# [Try it]
I'd like the records transcribed exactly, leaving the images out.

*** Information given Section Begins ***

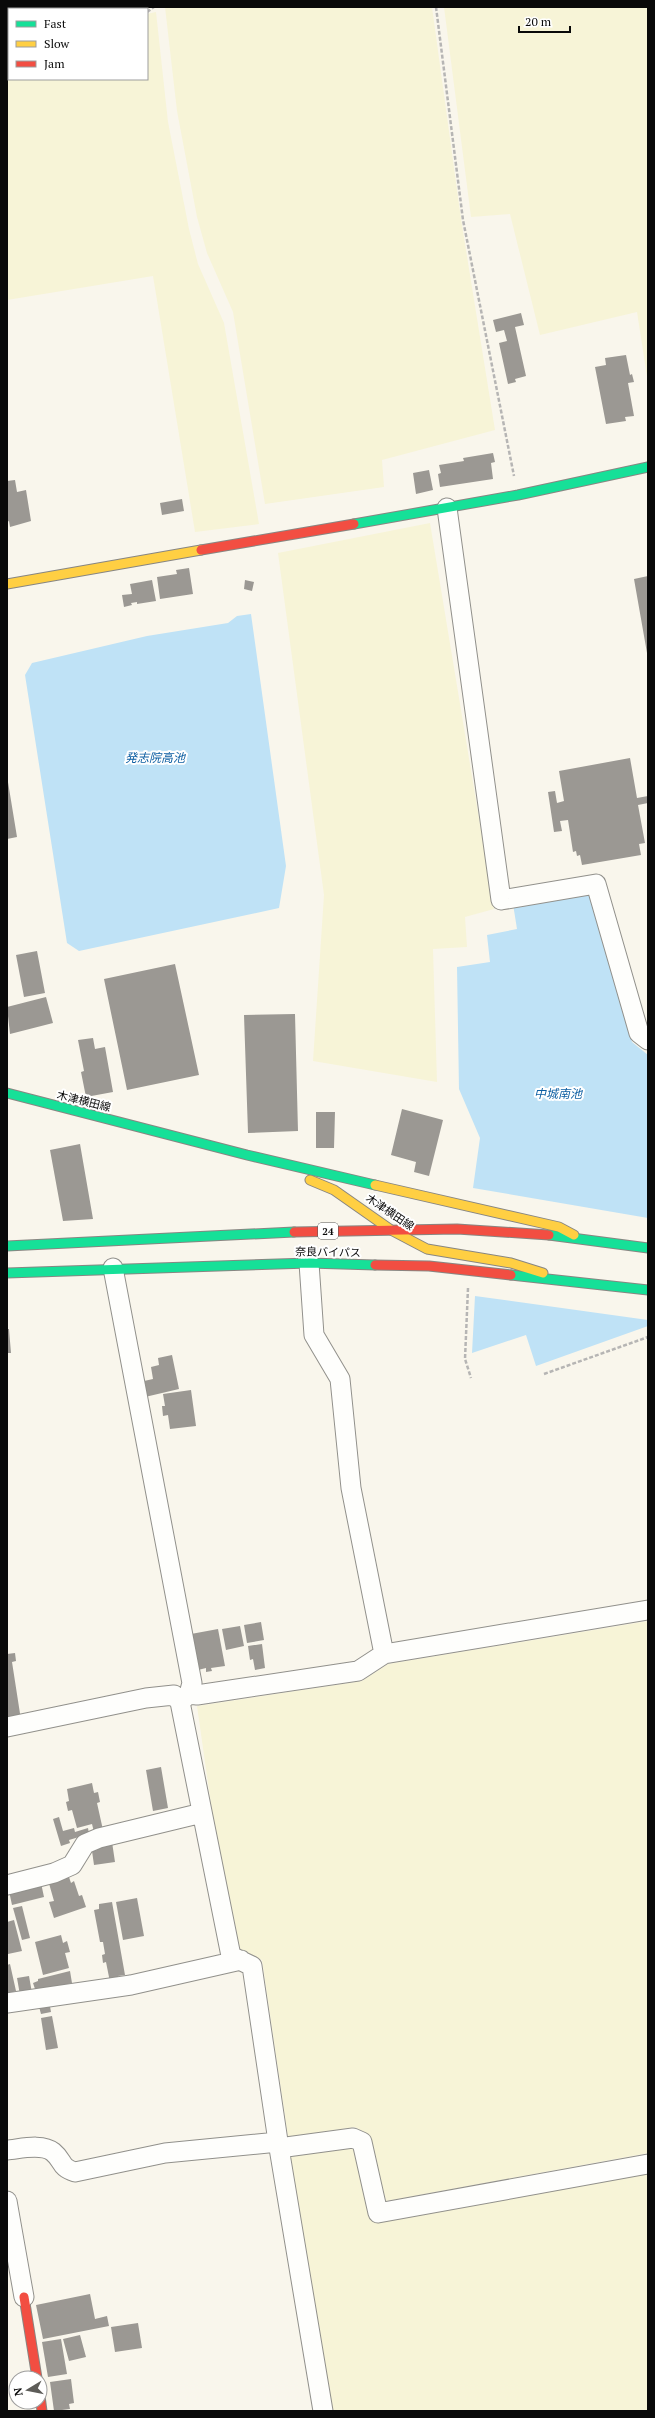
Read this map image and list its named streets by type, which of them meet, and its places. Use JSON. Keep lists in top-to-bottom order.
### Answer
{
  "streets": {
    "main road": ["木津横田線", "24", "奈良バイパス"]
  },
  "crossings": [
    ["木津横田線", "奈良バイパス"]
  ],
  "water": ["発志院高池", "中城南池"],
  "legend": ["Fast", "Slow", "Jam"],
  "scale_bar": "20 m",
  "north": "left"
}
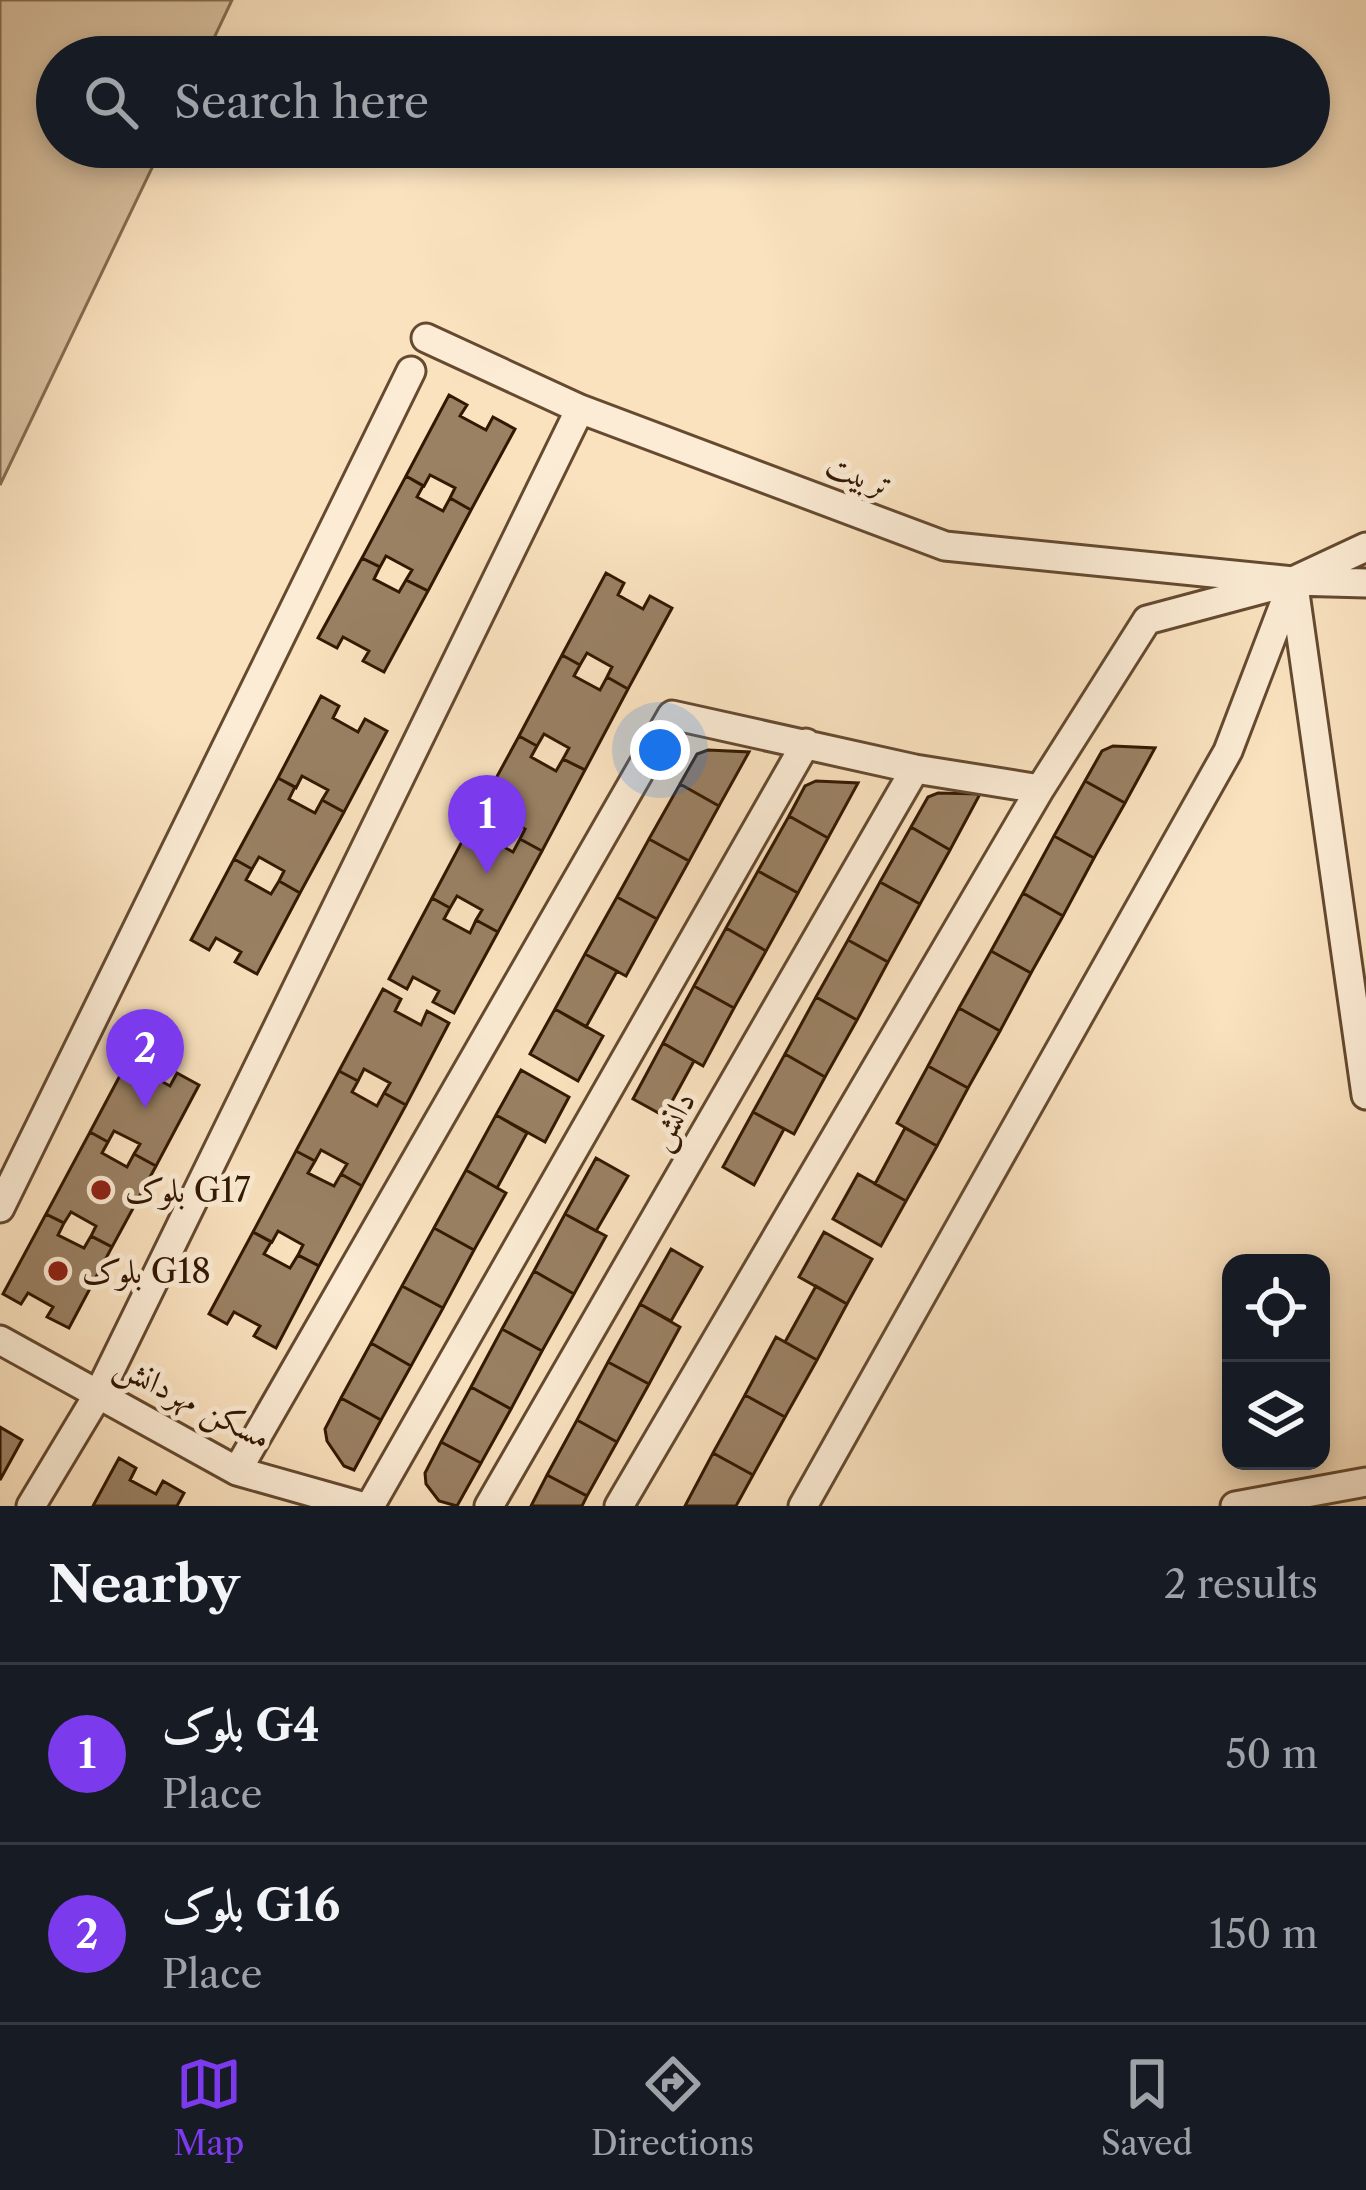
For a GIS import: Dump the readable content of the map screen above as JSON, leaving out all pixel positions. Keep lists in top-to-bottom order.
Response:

*** Information given Section Ends ***

# [Expected output]
Read this map image and list its named streets by type, which of them meet, and its places. Use JSON. Keep lists in top-to-bottom order.
### Answer
{
  "streets": {
    "main road": ["木津横田線", "24", "奈良バイパス"]
  },
  "crossings": [
    ["木津横田線", "奈良バイパス"]
  ],
  "water": ["発志院高池", "中城南池"],
  "legend": ["Fast", "Slow", "Jam"],
  "scale_bar": "20 m",
  "north": "left"
}
For a GIS import: Dump the readable content of the map screen above as JSON, leaving out all pixel positions. Keep lists in top-to-bottom order.
Response:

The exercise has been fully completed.